SENET METNİ İÇERİSİNE YAZILAN VADE TARİHİ, DÜZENLEME TARİHİ İLE AYNI TARİH OLDUĞUNDAN İKİNCİ BİR VADE TARİHİ OLARAK KABUL EDİLEMEZ.

T.C.
YARGITAY
12. HUKUK DAİRESİ

Esas No       : 2022/12633
Karar No      : 2023/4444

T Ü R K  M İ L L E T İ  A D I N A

Y A R G I T A Y   İ L  M I

İNCELENEN KARARIN
MAHKEMESİ                       :
 Adana Bölge Adliye Mahkemesi 10. Hukuk Dairesi
TARİHİ                                 : 06.10.2022
SAYISI                                 : 2021/2836 - 2022/2440

Yukarıda tarih ve numarası yazılı Bölge Adliye Mahkemesince verilen kararın müddeti içinde temyizen tetkiki davalı/alacaklı tarafından istenmesi üzerine bu işle ilgili dosya daireye gönderilmiş olup, dava dosyası için Tetkik Hakimi Sibel Yavuz tarafından düzenlenen rapor dinlendikten ve dosya içerisindeki tüm belgeler okunup incelendikten sonra işin gereği görüşülüp düşünüldü:

Alacaklı tarafından borçlu hakkında başlatılan kambiyo senetlerine mahsus haciz yolu ile ilamsız icra takibine karşı borçlunun icra mahkemesine başvurusunda, borca itirazının yanı sıra takip dayanağı bonoda çift vade olduğundan bahisle kambiyo vasfı bulunmadığını ileri sürerek takibin iptalini talep ettiği, mahkemece, istemin reddine karar verildiği, kararın borçlu tarafından istinaf edilmesi üzerine Bölge Adliye Mahkemesince, takibe dayanak senedin düzenleme tarihinin 15.08.2018 olduğu, senet metni içerisindeki vade tarihinin 15.08.2018 olarak yazıldığı, senedin üst kısmında yer alan ödeme tarihinin 15.08.2019 olarak yazıldığı, bu durumda senet metni içerisinde bilinçli olarak yazılan vade tarihinin 15.08.2018, senedin üst kısmındaki ödeme tarihinin ise 15.08.2019 olarak yazıldığı gözetildiğinde, senette çift vade bulunduğu gerekçesi ile istinaf başvurusunun kabulü ile İlk Derece Mahkemesi kararının kaldırılmasına, şikayetin kabulü ile takibin iptaline karar verildiği, kararın alacaklı tarafından temyiz edildiği görülmektedir.
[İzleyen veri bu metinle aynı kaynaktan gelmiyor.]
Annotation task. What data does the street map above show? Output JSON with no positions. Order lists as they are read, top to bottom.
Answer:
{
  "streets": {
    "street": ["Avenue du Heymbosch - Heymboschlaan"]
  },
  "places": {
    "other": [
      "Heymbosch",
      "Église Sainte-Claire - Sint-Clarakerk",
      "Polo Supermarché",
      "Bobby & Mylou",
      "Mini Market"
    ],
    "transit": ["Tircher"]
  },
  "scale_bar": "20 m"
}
Somut olayda, takip dayanağı bononun incelenmesinde; senedin düzenleme tarihinin 15.08.2018 olduğu, senet metni içerisindeki vade tarihinin 15.08.2018 olarak, senedin üst kısmında yer alan ödeme tarihinin 15.08.2019 tarihi olarak yazıldığı, bu durumda senet metni içerisine yazılan vade tarihinin, düzenleme tarihi ile aynı tarih olduğu, ikinci bir vade tarihi olarak kabul edilemeyeceği ve takibe konu bononun kambiyo senedi olma vasfını etkilemeyeceği anlaşılmaktadır. (Dairemizin 24/04/2003 T. 2003/6584 E.- 9218 K., 09/03/2004 tarih, 2004/135 E. - 5372 K. ve HGK’nın 07.03.1990 gün ve 1989/12-681 E. - 1990/154 K.).

O halde, Bölge Adliye Mahkemesince, düzenlenme tarihinin ödeme tarihinde tekrarının çift vade anlamına gelmeyeceği, aksinin kabulünün aşırı şekilcilik olup hak kaybına neden olacağı dikkate alınarak istinaf isteminin esastan reddine karar verilmesi gerekirken yazılı şekilde hüküm tesisi isabetsizdir.      
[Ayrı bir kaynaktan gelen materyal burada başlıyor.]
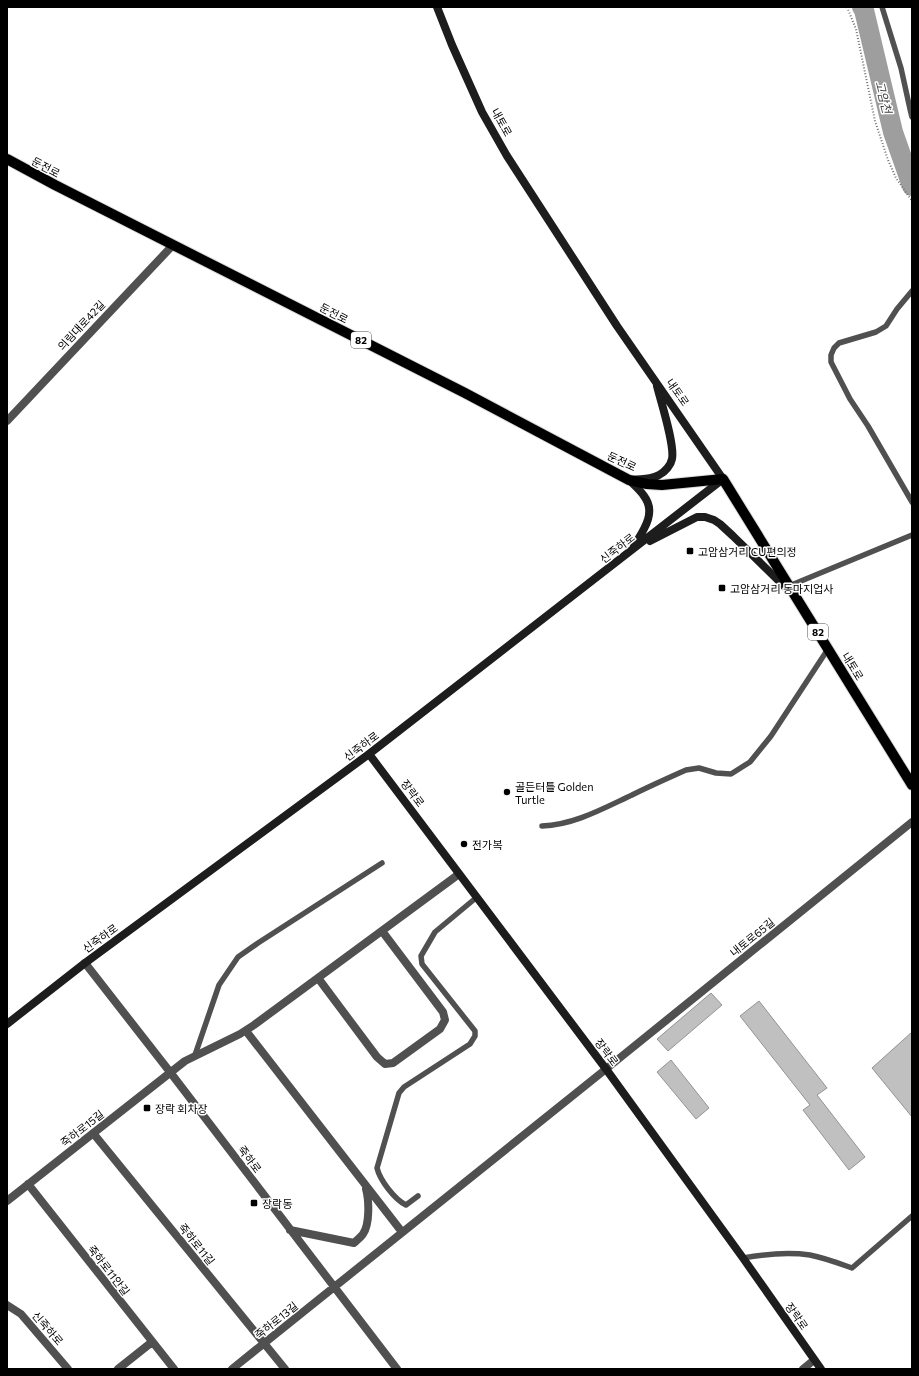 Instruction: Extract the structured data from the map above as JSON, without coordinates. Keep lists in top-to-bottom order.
{
  "streets": {
    "main road": ["내토로", "둔전로", "82"],
    "street": [
      "의림대로42길",
      "신죽하로",
      "장락로",
      "내토로65길",
      "죽하로15길",
      "죽하로",
      "죽하로11길",
      "죽하로11안길",
      "죽하로13길"
    ]
  },
  "crossings": [
    ["내토로", "둔전로"],
    ["내토로", "신죽하로"],
    ["둔전로", "의림대로42길"],
    ["둔전로", "신죽하로"],
    ["신죽하로", "장락로"],
    ["신죽하로", "죽하로"],
    ["장락로", "내토로65길"],
    ["장락로", "죽하로15길"],
    ["내토로65길", "죽하로13길"],
    ["죽하로15길", "죽하로"],
    ["죽하로15길", "죽하로11길"],
    ["죽하로15길", "죽하로11안길"],
    ["죽하로", "죽하로13길"],
    ["죽하로11길", "죽하로13길"]
  ],
  "water": ["고암천"],
  "places": {
    "transit": [
      "고암삼거리 CU편의정",
      "고암삼거리 동마지업사",
      "장락 회차장",
      "장락동"
    ],
    "other": ["골든터틀 Golden Turtle", "전가복"]
  }
} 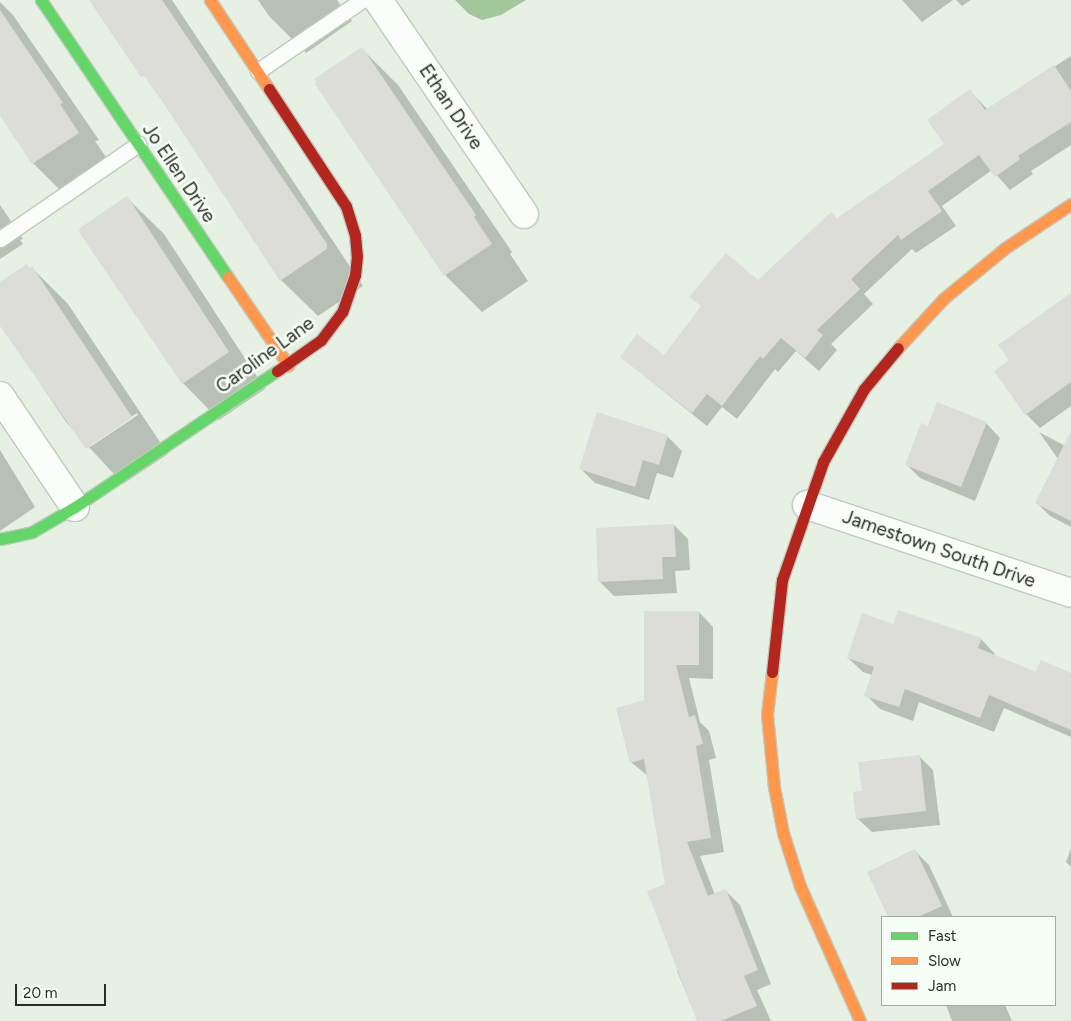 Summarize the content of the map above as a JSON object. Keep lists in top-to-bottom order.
{
  "streets": {
    "street": [
      "Ethan Drive",
      "Jo Ellen Drive",
      "Caroline Lane",
      "Jamestown South Drive"
    ]
  },
  "crossings": [
    ["Jo Ellen Drive", "Caroline Lane"]
  ],
  "legend": ["Fast", "Slow", "Jam"],
  "scale_bar": "20 m"
} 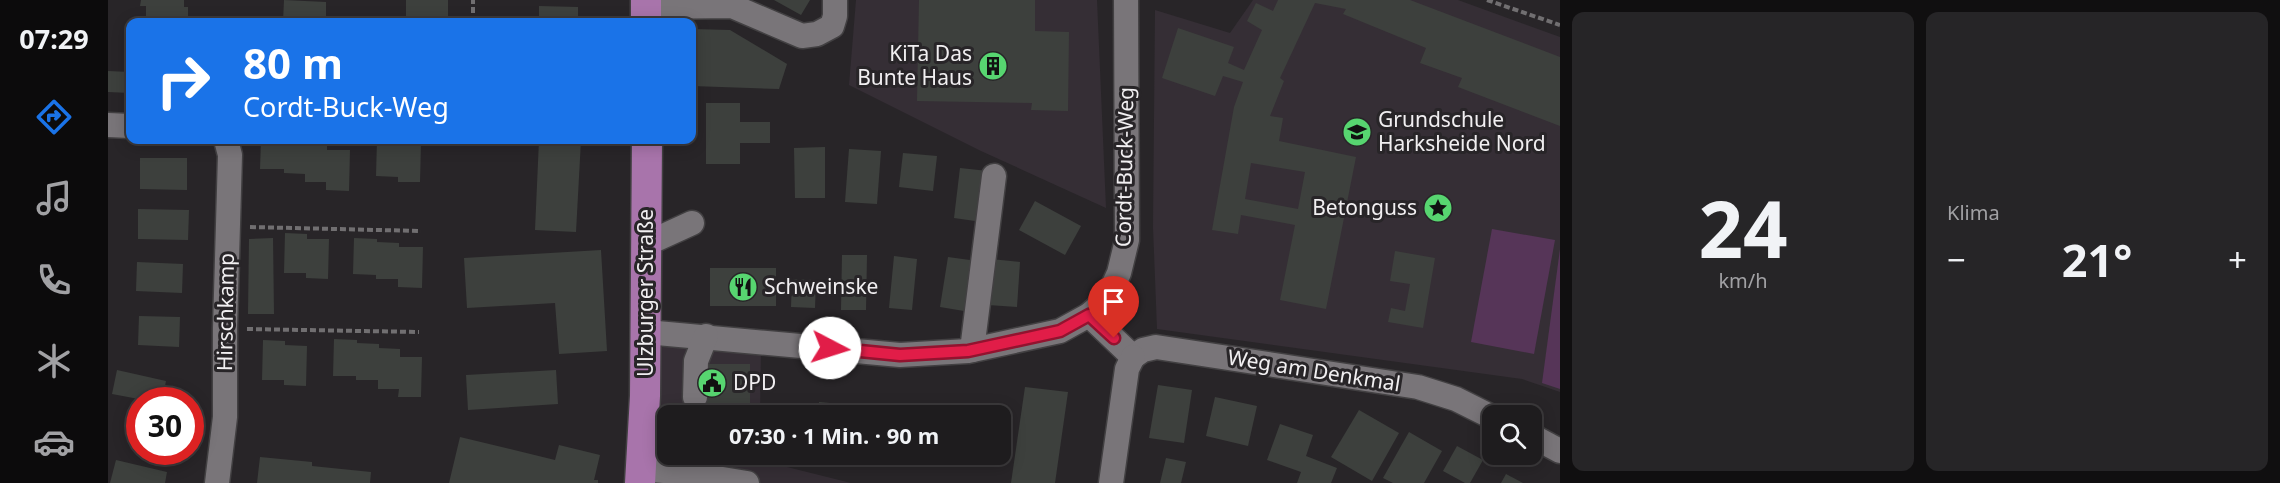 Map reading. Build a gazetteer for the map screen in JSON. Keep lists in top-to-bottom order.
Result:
{
  "streets": {
    "main road": ["Ulzburger Straße"],
    "street": ["Cordt-Buck-Weg", "Hirschkamp", "Weg am Denkmal"]
  },
  "places": {
    "building": ["KiTa Das Bunte Haus"],
    "school or university": ["Grundschule Harksheide Nord"],
    "place": ["Betonguss"],
    "restaurant": ["Schweinske"],
    "public building": ["DPD"]
  },
  "page": {
    "tabs": "07:29",
    "tile": [
      ["24", "km/h"],
      "Klima"
    ],
    "turn": ["80 m", "Cordt-Buck-Weg"],
    "heat": ["−", "21°", "+"],
    "limit": "30",
    "trip": "07:30 · 1 Min. · 90 m"
  }
}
SONUÇ : Alacaklının temyiz itirazlarının kabulü ile Adana Bölge Adliye Mahkemesi 10. Hukuk Dairesinin 06.10.2022 tarihli, 2021/2836 E. - 2022/2440 K. sayılı kararının yukarıda yazılı nedenlerle, 5311 sayılı Kanun ile değişik İİK'nın 364/2. maddesi göndermesiyle uygulanması gereken 6100 sayılı HMK'nın 373/2. maddeleri uyarınca (BOZULMASINA), peşin alınan harcın istek halinde ilgiliye iadesine, dosyanın kararı veren Bölge Adliye Mahkemesine gönderilmesine, 22.06.2023 tarihinde oy birliğiyle karar verildi.

Başkan             Üye                  Üye                  Üye                  Üye
A. TUNCAL       N. ŞİMŞEK      M. ÇAMUR      G. HEYBET      A. AYAN

 

BU DOSYA YARGITAY HUKUK GENEL KURULU GÜNDEMİNE TAŞINMIŞTIR.

T.C.
YARGITAY
HUKUK GENEL KURULU

Esas No        : 2024/12-346
Karar No       : 2025/59

T Ü R K   M İ L L E T İ   A D I N A

Y A R G I T A Y   İ L  M I

İNCELENEN KARARIN
MAHKEMESİ                :
 Adana Bölge Adliye Mahkemesi 10. Hukuk Dairesi
TARİHİ                          : 26.10.2023
SAYISI                          : 2023/1535 E., 2023/1992 K.
ÖZEL DAİRE KARARI : Yargıtay 12. Hukuk Dairesinin 22.06.2023 tarihli ve 2022/12633 Esas,
                                        2023/4444 Karar sayılı BOZMA kararı

Taraflar arasındaki kambiyo şikâyeti isteminden dolayı yapılan inceleme sonunda İlk Derece Mahkemesince şikâyetin reddine karar verilmiştir.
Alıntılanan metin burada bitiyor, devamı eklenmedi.